• _Task item_
Match the word "Keep". Return each line of the data below where it appears.

• _Extracted data_
◇ ◇ ◇ ◇ ◇ ◇ ◇
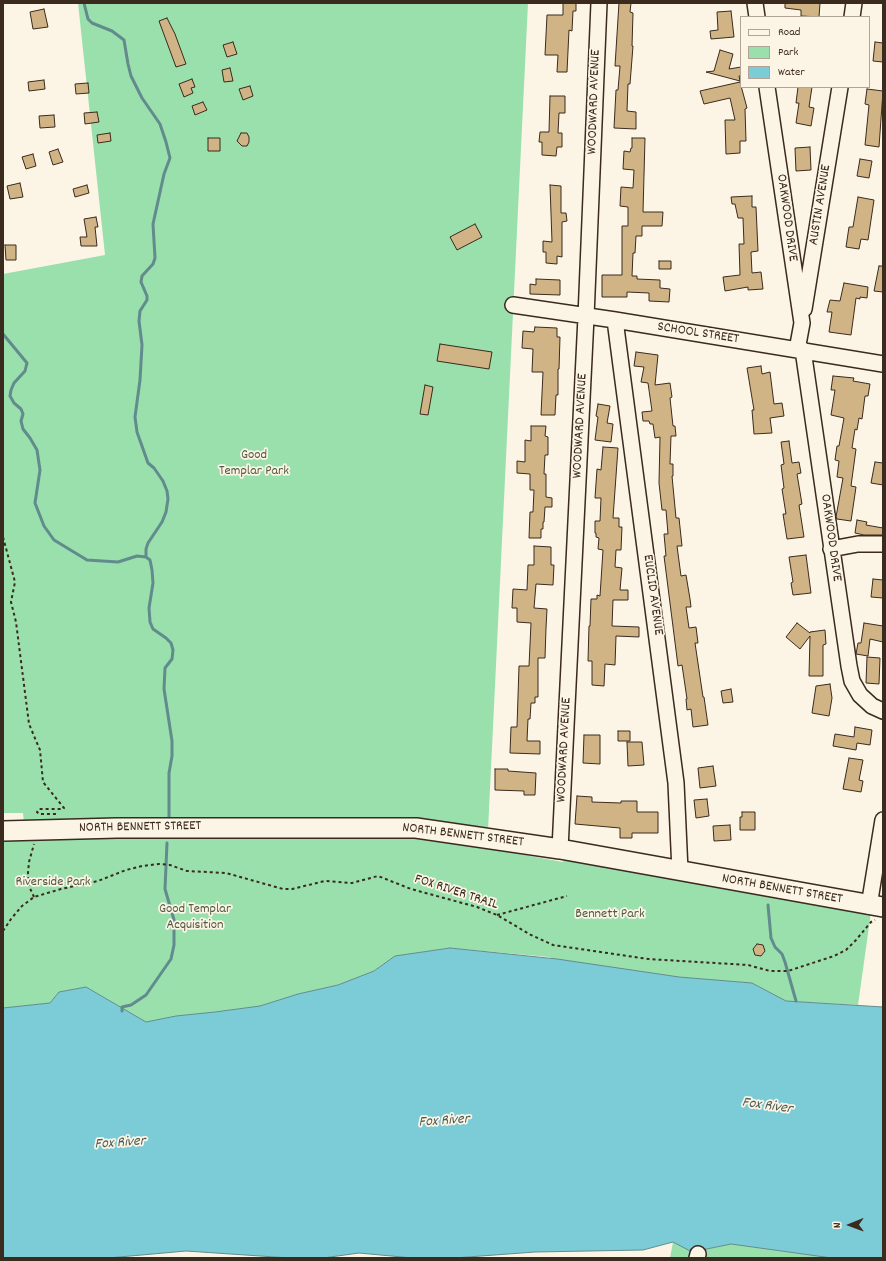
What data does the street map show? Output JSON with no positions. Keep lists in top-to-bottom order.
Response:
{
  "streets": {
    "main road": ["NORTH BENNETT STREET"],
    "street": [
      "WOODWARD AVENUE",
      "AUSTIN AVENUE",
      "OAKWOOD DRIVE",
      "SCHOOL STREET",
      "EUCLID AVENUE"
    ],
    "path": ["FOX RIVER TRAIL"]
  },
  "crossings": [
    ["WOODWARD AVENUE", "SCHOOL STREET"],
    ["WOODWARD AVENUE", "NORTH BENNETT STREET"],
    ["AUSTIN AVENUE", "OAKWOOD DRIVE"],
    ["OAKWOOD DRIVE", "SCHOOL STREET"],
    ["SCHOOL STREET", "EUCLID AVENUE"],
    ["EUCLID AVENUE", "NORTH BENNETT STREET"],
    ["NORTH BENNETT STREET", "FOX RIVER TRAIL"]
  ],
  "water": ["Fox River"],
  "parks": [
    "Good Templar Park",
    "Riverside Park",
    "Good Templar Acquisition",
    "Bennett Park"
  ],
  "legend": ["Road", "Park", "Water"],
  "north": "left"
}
◇ ◇ ◇ ◇ ◇ ◇ ◇
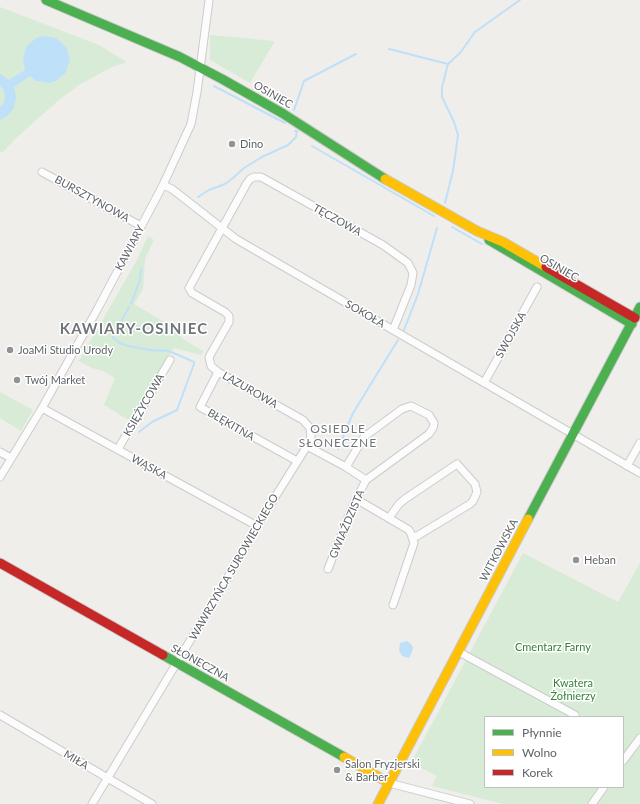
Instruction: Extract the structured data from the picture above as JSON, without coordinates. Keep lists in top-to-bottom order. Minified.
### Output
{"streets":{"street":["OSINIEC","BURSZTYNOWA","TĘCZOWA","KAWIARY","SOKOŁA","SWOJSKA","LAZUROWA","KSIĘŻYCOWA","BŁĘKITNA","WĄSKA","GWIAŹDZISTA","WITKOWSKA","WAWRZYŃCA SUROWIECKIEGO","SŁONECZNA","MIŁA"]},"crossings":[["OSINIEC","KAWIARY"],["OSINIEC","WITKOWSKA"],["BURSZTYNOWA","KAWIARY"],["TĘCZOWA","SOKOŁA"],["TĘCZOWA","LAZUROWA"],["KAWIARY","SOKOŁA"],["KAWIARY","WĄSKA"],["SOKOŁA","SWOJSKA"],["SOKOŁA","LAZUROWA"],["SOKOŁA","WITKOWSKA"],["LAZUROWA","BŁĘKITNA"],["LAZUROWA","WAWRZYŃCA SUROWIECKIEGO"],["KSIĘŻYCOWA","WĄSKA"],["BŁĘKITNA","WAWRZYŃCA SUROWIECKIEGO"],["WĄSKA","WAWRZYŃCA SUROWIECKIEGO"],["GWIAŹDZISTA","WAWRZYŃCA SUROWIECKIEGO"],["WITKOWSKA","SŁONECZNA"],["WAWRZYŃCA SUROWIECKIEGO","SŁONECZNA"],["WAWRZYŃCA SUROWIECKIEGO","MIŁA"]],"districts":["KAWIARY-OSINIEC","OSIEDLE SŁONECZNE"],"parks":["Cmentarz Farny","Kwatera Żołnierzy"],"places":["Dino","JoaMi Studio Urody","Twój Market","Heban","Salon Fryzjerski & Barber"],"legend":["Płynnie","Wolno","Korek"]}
◇ ◇ ◇ ◇ ◇ ◇ ◇
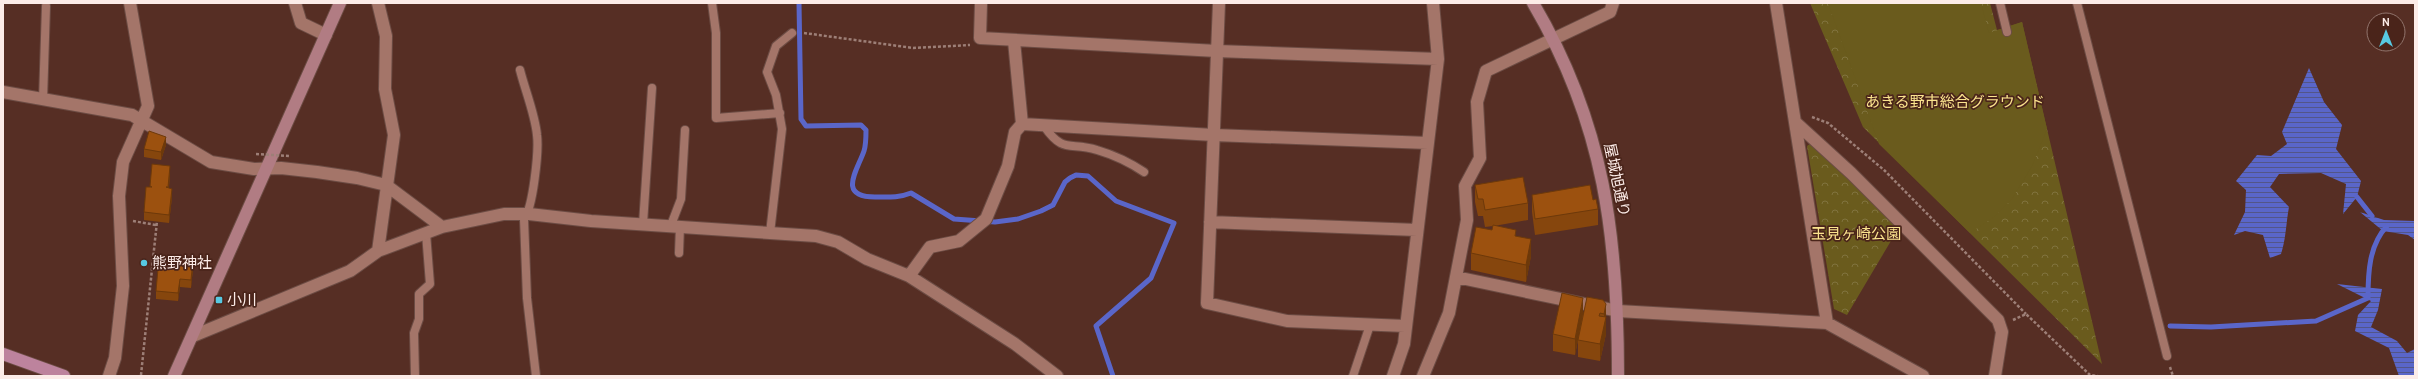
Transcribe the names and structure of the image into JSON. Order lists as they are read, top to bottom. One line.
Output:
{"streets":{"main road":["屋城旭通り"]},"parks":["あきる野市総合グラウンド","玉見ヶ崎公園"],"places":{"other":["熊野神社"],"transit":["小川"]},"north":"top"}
◇ ◇ ◇ ◇ ◇ ◇ ◇
• _Reply_
What data does the street map show? Output JSON with no positions. Keep lists in top-to-bottom order.
Instruction: Extract the structured data from the picture above as JSON, without coordinates. Keep lists in top-to-bottom order. Minified.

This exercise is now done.